Bob Behnken and Doug Hurley were the two American astronauts who boarded the International Space Station from a SpaceX capsule. This is the first-time humans have traveled to orbit on a commercially developed craft. This is a whole new era for NASA and Elon Musk have started. Both astronauts announced they had named their spacecraft Endeavour. The milestone flight is the first time American astronauts have flown from the U.S. in a private human spacecraft. This event became a reality 18 years after Musk founded intending to populate other planets. It sounds like something crazy but this seems to be a reality in a near future.
SpaceX has reached the station at 10:17 A.M. and three hours later, at 1:22 P.M. Bob and Doug finally entered the space station after checks had been completed and the air pressure between the capsule and the space station had been equalized.
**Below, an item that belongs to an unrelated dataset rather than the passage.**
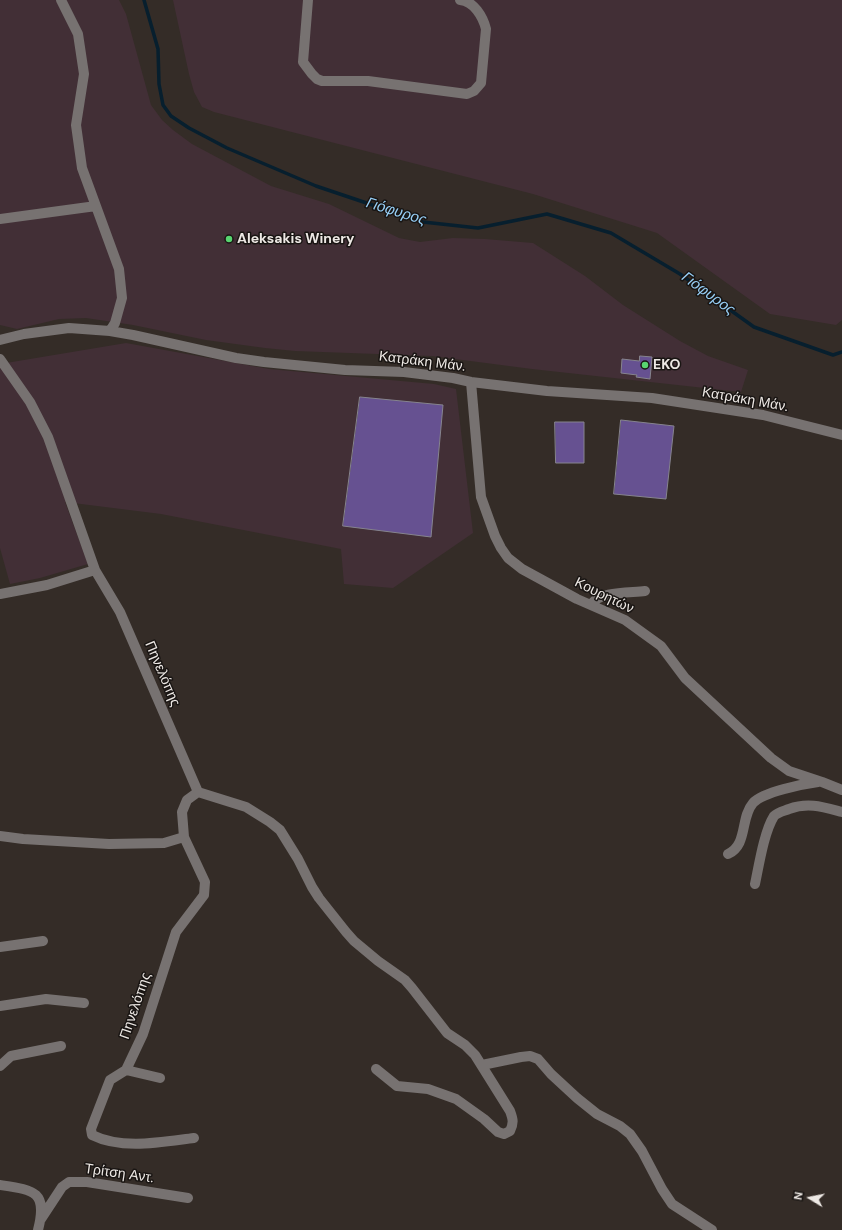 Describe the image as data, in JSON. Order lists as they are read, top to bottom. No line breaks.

A historic ride to the ISS, which took almost a day for the spacecraft to reach the ISS after launching, and in many occasions, astronauts were taking the control to test out the spacecraft's maneuverability.
Bob and Doug, together with SpaceX will stay for 1 and 4 months, depending on the progress made with the next mission. SpaceX’s Crew-1 is expected to launch in August.
As Hurley said, this is an incredible time to be at NASA, and it also represents a new era for the spaceflight. In 2012, SpaceX was the first commercial cargo spacecraft reaching the space station. In a near-future customers may be able to travel to the ISS with a cost of $20 million a seat on Crew Dragon.